I've generated human-friendly checksums by taking bits from an MD5 checksum and using them into index into a list of words. For example:
: nr@yorkie 7012 ; md5words /home/nr/.profile
overextend moonscape cucumbers outsmarting
The code is about 40 lines of Lua not counting the word list, which is included in the script so as to produce identical results on every system.
EDIT:
In your application, you want to generate 50,000 keys. You can do it by something like this:
for ((i=1; i<=50000; i++))
do
echo "this is my secret phrase $i" | md5words
done
Using this procedure with a different secret phrase produces these keys:
Chisinau Phaethon customs Martina
commensurate freewill logical cambered
kamikazes Creighton Dobro's Alonzo
medallion's jesters goofy keystones
Anaxagoras martial Medina's Hon's
acclimatized chirping Cleopatra's mascaras
buoyant nuclear lumbering disagreements
dampens Philby cloak drollness
These keys are difficult to forge: the word list has almost 100,000 words on it, so there are 10^20 possible 4-word sequences.

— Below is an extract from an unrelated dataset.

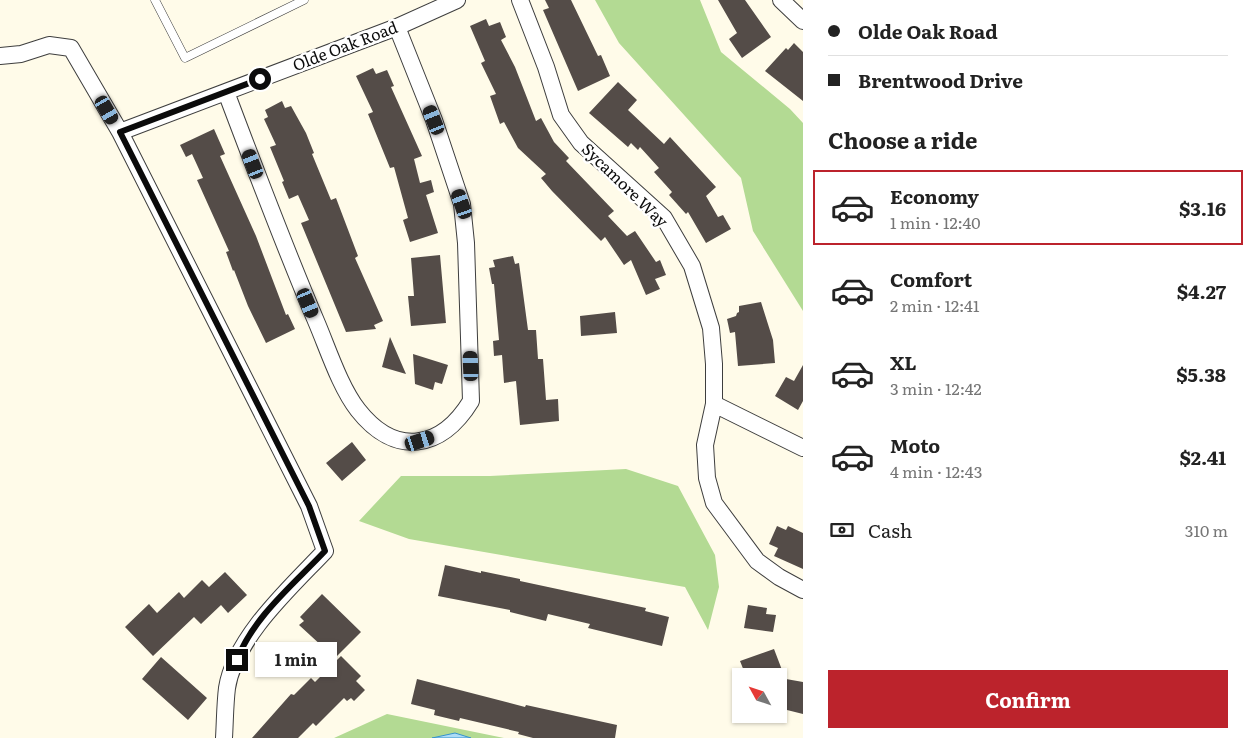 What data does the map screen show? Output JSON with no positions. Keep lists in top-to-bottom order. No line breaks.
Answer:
{"streets":{"street":["Olde Oak Road","Sycamore Way"]},"north":"top left","page":{"banner":["Olde Oak Road","Brentwood Drive"],"heading":"Choose a ride","list":[{"name":"Economy","note":"1 min · 12:40","value":"$3.16"},{"name":"Comfort","note":"2 min · 12:41","value":"$4.27"},{"name":"XL","note":"3 min · 12:42","value":"$5.38"},{"name":"Moto","note":"4 min · 12:43","value":"$2.41"}],"pay":["Cash","310 m"],"bubble":"1 min","buttons":"Confirm"}}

If you have 100,000 codes, the chance of somebody being able to guess a code at random are one in 10^15. If you put a throttle on the number of keys people are allowed to try, say one key every 0.3 seconds, you won't have a problem.
If I were deploying this idea in your application, I would prune the word list to something shorter, maybe only 10,000 words that are very commonly recognized. Even after losing a factor of 10^4 the numbers are vastly in your favor---the chance of guessing a key would be 1 in 100 billion.